● **What this task involves**
Filter the entries below, keeping every line that has the word "lineWidth".

● **Record extracts**
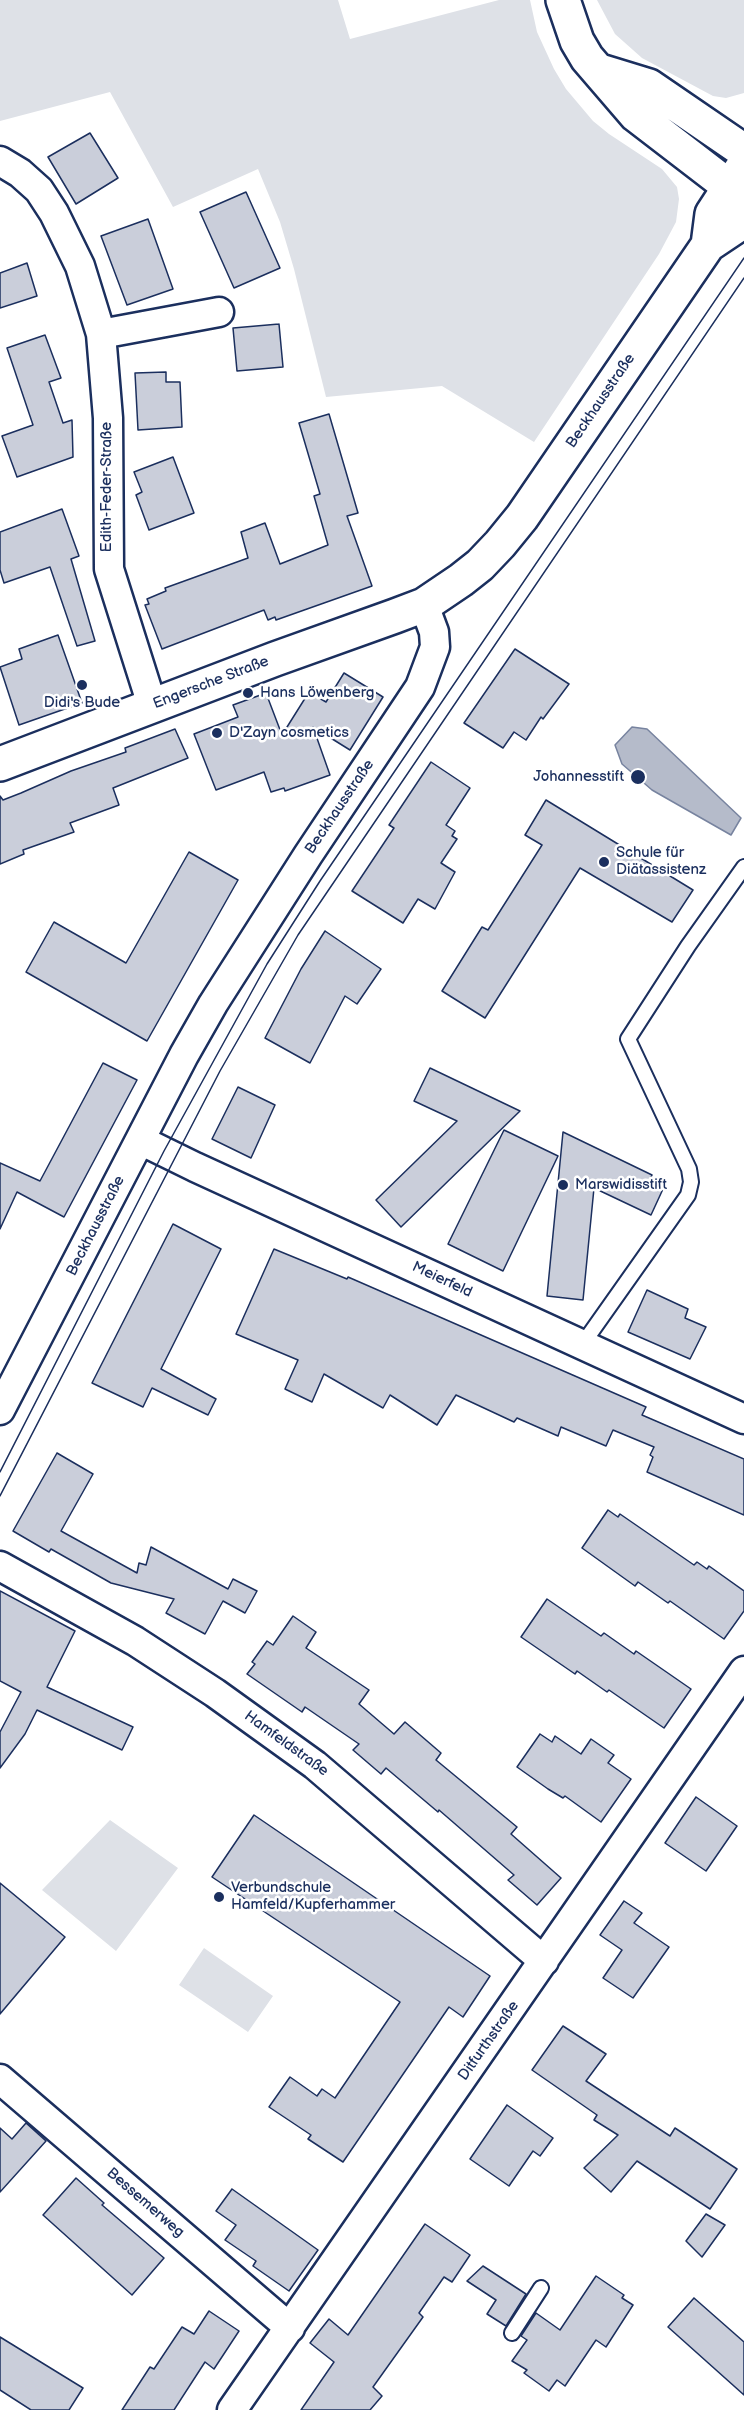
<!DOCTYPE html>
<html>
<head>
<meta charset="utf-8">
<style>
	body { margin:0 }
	canvas { display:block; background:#fff }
</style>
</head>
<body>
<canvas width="744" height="2410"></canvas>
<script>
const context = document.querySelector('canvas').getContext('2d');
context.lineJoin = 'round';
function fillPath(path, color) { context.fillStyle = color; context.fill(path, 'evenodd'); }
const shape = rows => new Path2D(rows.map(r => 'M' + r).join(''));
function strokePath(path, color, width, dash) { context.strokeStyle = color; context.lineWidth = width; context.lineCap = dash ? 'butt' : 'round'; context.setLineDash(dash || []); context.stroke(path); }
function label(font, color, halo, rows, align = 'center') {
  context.font = font + ' "Balsamiq Sans",sans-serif'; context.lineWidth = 5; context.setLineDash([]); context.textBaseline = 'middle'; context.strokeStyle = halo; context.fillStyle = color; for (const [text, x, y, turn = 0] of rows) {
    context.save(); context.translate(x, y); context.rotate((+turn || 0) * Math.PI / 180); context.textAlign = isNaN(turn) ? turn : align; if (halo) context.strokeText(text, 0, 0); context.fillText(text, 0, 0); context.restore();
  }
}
fillPath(shape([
	[0,0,338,0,350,39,499,0,530,0,537,32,554,69,566,89,593,121,609,134,662,169,677,187,679,199,676,222,659,254,534,442,442,386,326,397,294,269,280,222,258,169,173,207,110,92,0,121],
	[597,0,744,0,744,93,726,98,713,96,642,58,615,34],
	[110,1820,178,1868,116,1951,42,1890],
	[204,1948,273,1996,248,2032,179,1985]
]), '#dee1e7');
const water = shape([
	[632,727,647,729,741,818,731,835,652,790,622,764,615,745,632,727]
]);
fillPath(water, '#b5bbca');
strokePath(water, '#77839f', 1.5);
const building = shape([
	[90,133,118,178,76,204,48,157,90,133],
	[246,192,280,268,234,288,200,212,246,192],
	[148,219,173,289,127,305,101,236,148,219],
	[27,263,37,296,0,308,0,273,27,263],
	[279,324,283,367,237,371,233,328,279,324],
	[45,335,61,378,49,382,63,423,72,420,73,457,17,477,2,436,33,425,7,348,45,335],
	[166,372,166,382,180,382,182,427,138,430,135,373,166,372],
	[329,414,358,513,347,516,372,586,276,620,275,617,268,620,264,610,162,649,145,605,149,604,147,599,166,591,165,588,248,558,241,532,265,523,280,564,328,545,314,496,320,494,299,423,329,414],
	[173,457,194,513,149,530,136,495,142,492,134,472,173,457],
	[62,509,79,556,71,559,95,641,77,646,50,567,4,583,0,570,0,532,62,509],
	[58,635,82,703,19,725,0,667,22,659,19,649,58,635],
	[515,649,569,684,543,719,541,717,526,740,514,732,503,748,464,723,515,649],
	[344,673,383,697,350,750,313,727,330,775,285,791,284,788,271,792,264,772,216,790,194,734,238,717,233,705,266,693,282,735,309,692,326,702,344,673],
	[175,729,188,758,113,788,119,805,70,823,74,832,23,850,24,854,0,864,0,796,3,800,21,793,71,771,126,752,125,748,175,729],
	[431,762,470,788,446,825,455,831,452,836,457,839,441,863,455,872,435,909,418,899,403,923,352,891,394,828,389,825,431,762],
	[546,800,693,890,672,922,580,868,485,1018,442,991,482,927,488,930,542,845,525,835,546,800],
	[189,852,238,880,147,1041,26,972,54,922,126,963,189,852],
	[325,931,381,969,357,1004,345,996,310,1063,265,1038,301,969,325,931],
	[103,1063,137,1080,64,1217,17,1192,0,1229,0,1163,40,1181,103,1063],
	[430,1068,520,1111,401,1227,376,1200,457,1121,414,1101,430,1068],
	[238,1087,275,1105,251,1158,212,1139,238,1087],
	[504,1130,558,1156,503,1271,448,1244,504,1130],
	[563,1132,652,1175,649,1182,663,1189,651,1215,594,1188,583,1300,547,1296,563,1132],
	[173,1224,221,1249,161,1369,216,1399,208,1415,152,1388,143,1407,92,1383,173,1224],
	[274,1249,347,1279,348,1277,646,1407,642,1415,744,1459,744,1515,647,1472,653,1457,650,1455,654,1447,613,1430,606,1446,561,1427,558,1436,517,1418,514,1422,456,1395,437,1425,390,1395,383,1408,324,1374,312,1402,285,1389,298,1360,236,1334,274,1249],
	[647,1290,688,1309,685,1318,706,1327,690,1359,628,1332,647,1290],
	[57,1453,93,1474,61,1531,137,1573,139,1563,146,1565,151,1547,228,1589,233,1579,257,1591,245,1613,223,1601,205,1634,166,1613,174,1599,111,1583,51,1549,49,1552,13,1531,57,1453],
	[608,1510,618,1517,620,1514,694,1565,697,1562,707,1569,709,1566,744,1591,744,1611,724,1639,670,1601,668,1603,638,1582,635,1586,582,1548,608,1510],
	[0,1591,75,1631,47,1687,133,1727,122,1750,37,1710,25,1734,0,1768,0,1732,21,1692,0,1681,0,1591],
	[547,1599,601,1636,604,1633,634,1654,636,1651,691,1689,664,1728,609,1690,607,1692,577,1671,575,1674,521,1637,547,1599],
	[293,1616,316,1632,306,1648,369,1690,359,1704,394,1734,405,1722,441,1753,436,1760,517,1827,511,1834,561,1878,537,1905,508,1880,514,1875,439,1810,438,1812,386,1768,381,1774,353,1750,359,1744,305,1707,302,1712,247,1674,255,1664,252,1662,267,1641,273,1645,293,1616],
	[540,1734,552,1742,555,1736,581,1754,591,1739,614,1755,608,1763,631,1779,601,1822,565,1796,563,1798,548,1789,517,1767,540,1734],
	[696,1797,737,1826,706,1871,665,1843,696,1797],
	[254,1815,490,1976,463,2017,449,2007,343,2162,308,2139,311,2135,269,2107,290,2077,317,2096,322,2089,335,2098,400,2002,212,1877,254,1815],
	[0,1883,65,1937,0,2014,0,1883],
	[624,1901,642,1913,634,1923,669,1947,633,1998,603,1978,622,1950,600,1935,624,1901],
	[563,2026,606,2054,586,2081,670,2136,675,2128,737,2169,710,2209,637,2161,611,2192,584,2168,618,2135,594,2120,597,2115,532,2070,563,2026],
	[507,2105,553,2138,540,2156,533,2151,509,2186,470,2159,507,2105],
	[26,2123,46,2141,0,2192,0,2128,12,2139,26,2123],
	[76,2178,104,2203,102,2205,164,2258,132,2295,43,2215,76,2178],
	[232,2189,318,2250,289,2291,253,2266,256,2261,225,2240,236,2225,216,2211,232,2189],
	[706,2214,725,2225,702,2257,686,2241,706,2214],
	[425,2224,470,2255,452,2282,444,2277,419,2313,423,2317,373,2387,382,2396,370,2410,301,2410,334,2362,310,2343,329,2319,348,2335,425,2224],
	[483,2266,526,2294,506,2326,487,2314,496,2300,467,2281,483,2266],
	[596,2276,624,2295,622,2298,633,2305,606,2347,596,2340,565,2386,557,2380,549,2391,524,2373,527,2370,512,2361,527,2340,521,2336,536,2313,560,2330,596,2276],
	[694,2298,744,2342,744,2395,668,2327,694,2298],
	[209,2311,239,2331,214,2369,205,2362,174,2410,122,2410,150,2367,154,2369,182,2327,194,2334,209,2311],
	[0,2337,83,2388,69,2410,31,2410,0,2390,0,2337]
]);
fillPath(building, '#caceda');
strokePath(building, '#1b2f5e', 1.5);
const service = shape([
	[582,1345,688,1195,691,1182,689,1169,628,1039,688,946,744,867],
	[512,2333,541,2288]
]);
const minor = shape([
	[0,161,20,173,39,190,54,213,80,266,101,334,108,418,109,569,152,705],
	[101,334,219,312],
	[140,1140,195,1167,744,1419],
	[0,1410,184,1055,213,1004,308,855,420,687,435,647,434,632,424,605],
	[0,1566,135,1641,215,1693,315,1765,544,1961],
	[0,2079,290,2328],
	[232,2410,744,1671]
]);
const tertiary = shape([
	[563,0,577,41,587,58,636,115,744,198],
	[600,71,649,86,744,151]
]);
const secondary = shape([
	[708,245,712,214,744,165],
	[0,764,275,659,395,616,424,605,461,580,480,565,500,544,522,517,708,245,735,227,744,214]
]);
strokePath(service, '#1b2f5e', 18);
strokePath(minor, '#1b2f5e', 33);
strokePath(tertiary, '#1b2f5e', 38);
strokePath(secondary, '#1b2f5e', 38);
strokePath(service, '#fff', 14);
strokePath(minor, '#fff', 28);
strokePath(tertiary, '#fff', 33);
strokePath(secondary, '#fff', 33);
strokePath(shape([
	[0,1472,164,1151,267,964,320,881,744,258],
	[0,1496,220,1071,298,935,744,278]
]), '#1b2f5e', 1.5);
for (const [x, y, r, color] of [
	[82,685,6,"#1b2f5e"],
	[248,693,6,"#1b2f5e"],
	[217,733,6,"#1b2f5e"],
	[638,777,8,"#1b2f5e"],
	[604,862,6,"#1b2f5e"],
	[563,1185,6,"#1b2f5e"],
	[219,1897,6,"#1b2f5e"]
]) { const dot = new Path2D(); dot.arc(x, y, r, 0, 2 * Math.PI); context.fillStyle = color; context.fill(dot); strokePath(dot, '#fff', 2); }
label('15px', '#1b2f5e', '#fff', [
	["Beckhausstraße",601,401,-56],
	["Edith-Feder-Straße",107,487,-90],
	["Engersche Straße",211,683,-21],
	["Beckhausstraße",340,807,-56],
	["Beckhausstraße",96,1226,-63],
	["Meierfeld",442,1280,25],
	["Hamfeldstraße",286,1744,36],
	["Ditfurthstraße",489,2041,-55],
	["Bessemerweg",145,2203,41]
]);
label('15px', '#1b2f5e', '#fff', [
	["Hans Löwenberg",260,693],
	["Didi's Bude",82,703,"center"],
	["D'Zayn cosmetics",229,733],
	["Johannesstift",624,777,"right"],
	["Schule für",616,853],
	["Diätassistenz",616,870],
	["Marswidisstift",575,1185],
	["Verbundschule",231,1888],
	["Hamfeld/Kupferhammer",231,1905]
], 'left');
</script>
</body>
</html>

● **Solution to this task**
function strokePath(path, color, width, dash) { context.strokeStyle = color; context.lineWidth = width; context.lineCap = dash ? 'butt' : 'round'; context.setLineDash(dash || []); context.stroke(path); }
  context.font = font + ' "Balsamiq Sans",sans-serif'; context.lineWidth = 5; context.setLineDash([]); context.textBaseline = 'middle'; context.strokeStyle = halo; context.fillStyle = color; for (const [text, x, y, turn = 0] of rows) {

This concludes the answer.